A blog from the Center for Research and Reform in Education at Johns Hopkins University
In serving as third-party evaluators of educational interventions, our center commonly hears strong preferences from our clients (product developers and school districts) for randomized controlled trials (RCT) to test program efficacy. After all, over two decades ago, the No Child Left Behind Act of 2001 (US Congress, 2001) emphasized randomized experiments as the “gold standard” for promoting scientifically-based educational research. RCTs randomly assign study participants (e.g., students or teachers) to treatment groups that will either use or not use the target intervention, thus eliminating sampling bias. This exalted position of RCTs continues and is even accentuated today by the Every Student Succeeds Act (ESSA, 2015), which restricts expenditures of federal funds to educational programs and services that show evidence of effectiveness. ESSA established four ordered tiers of evidence. At the top of the hierarchy is “Strong Evidence” (Tier 1), which requires significant positive results from a rigorous RCT. “Moderate Evidence” (Tier 2) is obtained from a rigorous quasi-experimental design (QED), where treatment groups are formed using an uncontrolled process, such as schools self-determining whether to use or not use the target intervention. Lower tiers are “Promising Evidence” (Tier 3) obtained from a correlational-type study, and a research-based “Rationale” (Tier 4) supported by a logic model or white paper. The What Works Clearinghouse (WWC), in turn, requires evidence from an RCT study to meet standards “without reservations,” whereas evidence from a well-designed QED can meet standards “with reservations.”

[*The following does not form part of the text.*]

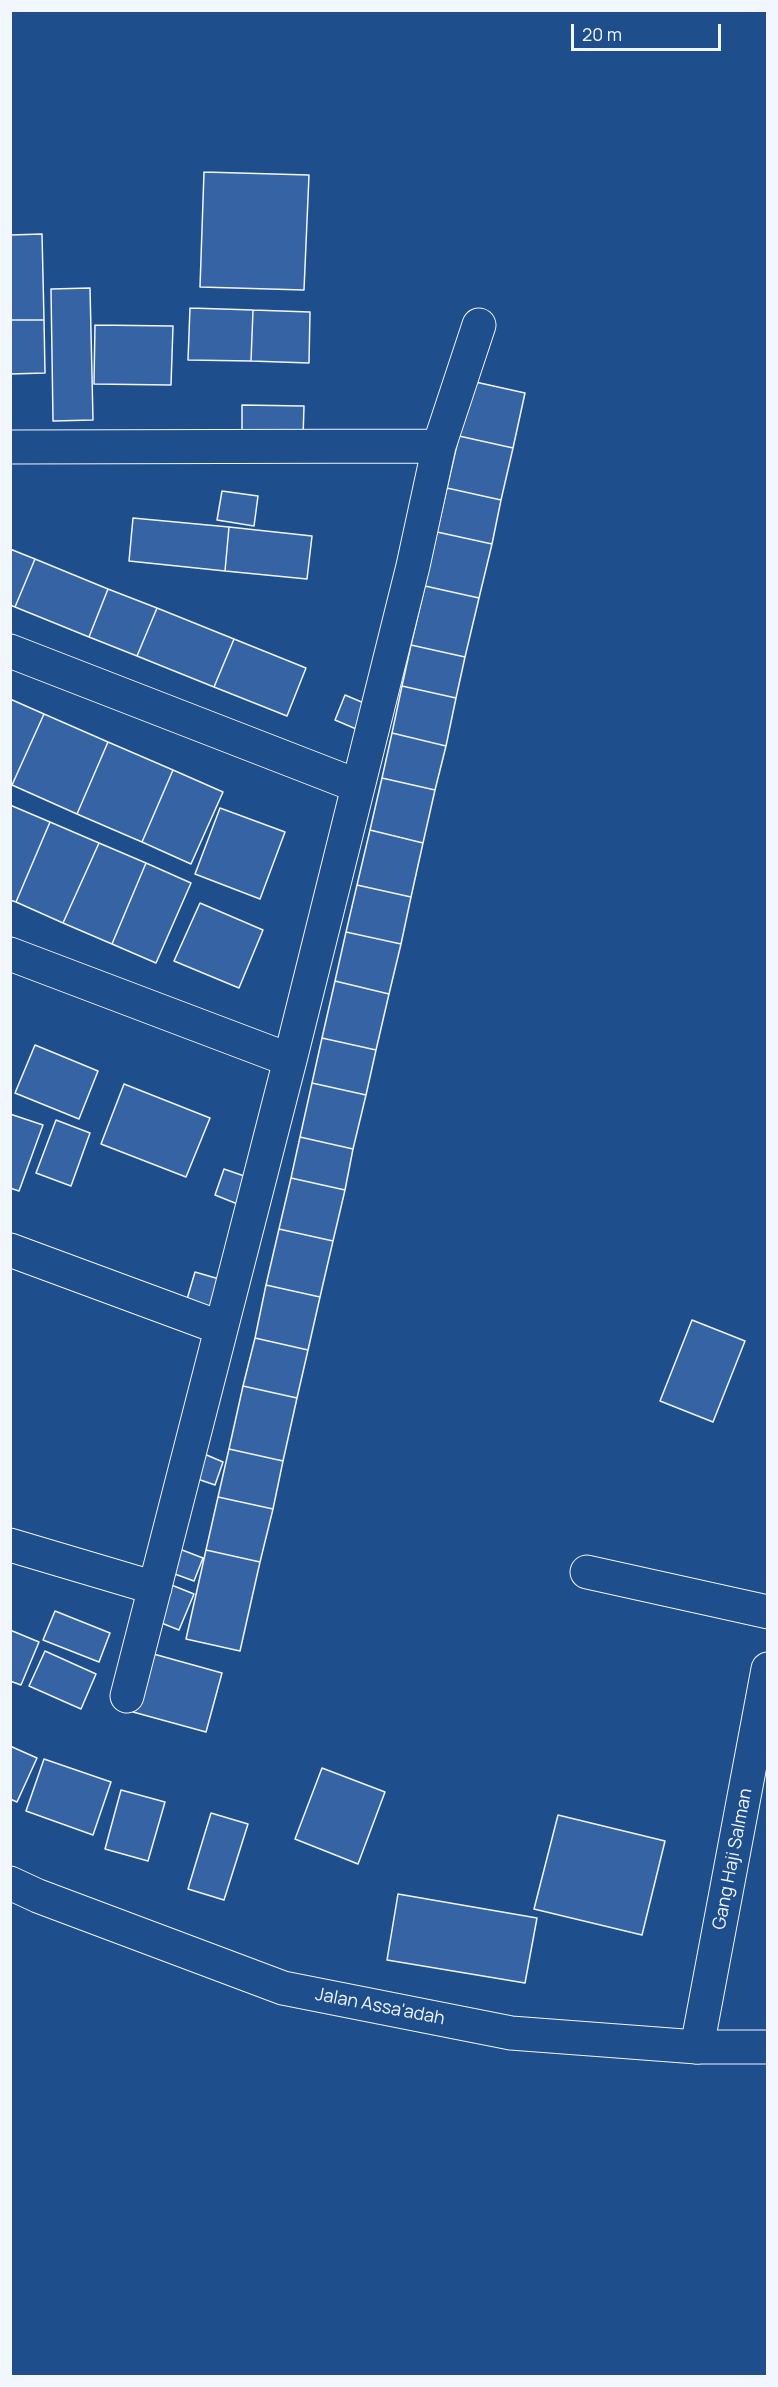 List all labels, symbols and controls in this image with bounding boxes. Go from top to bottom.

In the highly competitive, ever-expanding marketplace for ed-tech and other educational interventions, reaching the gold standard naturally has high appeal to industry providers as the largest trophy on the evidence mantlepiece. But, in many typical circumstances, could this quest for gold eventuate, due largely to the conditions of schools’ product adoption, in “fools’ gold”— “null effects” for the target intervention? Based on our center’s experiences in conducting literally hundreds of such evaluations, we view this risk as real and therefore requiring careful analysis of participation and implementation conditions in choosing a research design. For both evidence seekers and users, I believe that a useful question to consider is: How do the requirements and characteristics of RCTs vs. QEDs impact the potential of obtaining supportive evidence for this particular intervention in this application setting?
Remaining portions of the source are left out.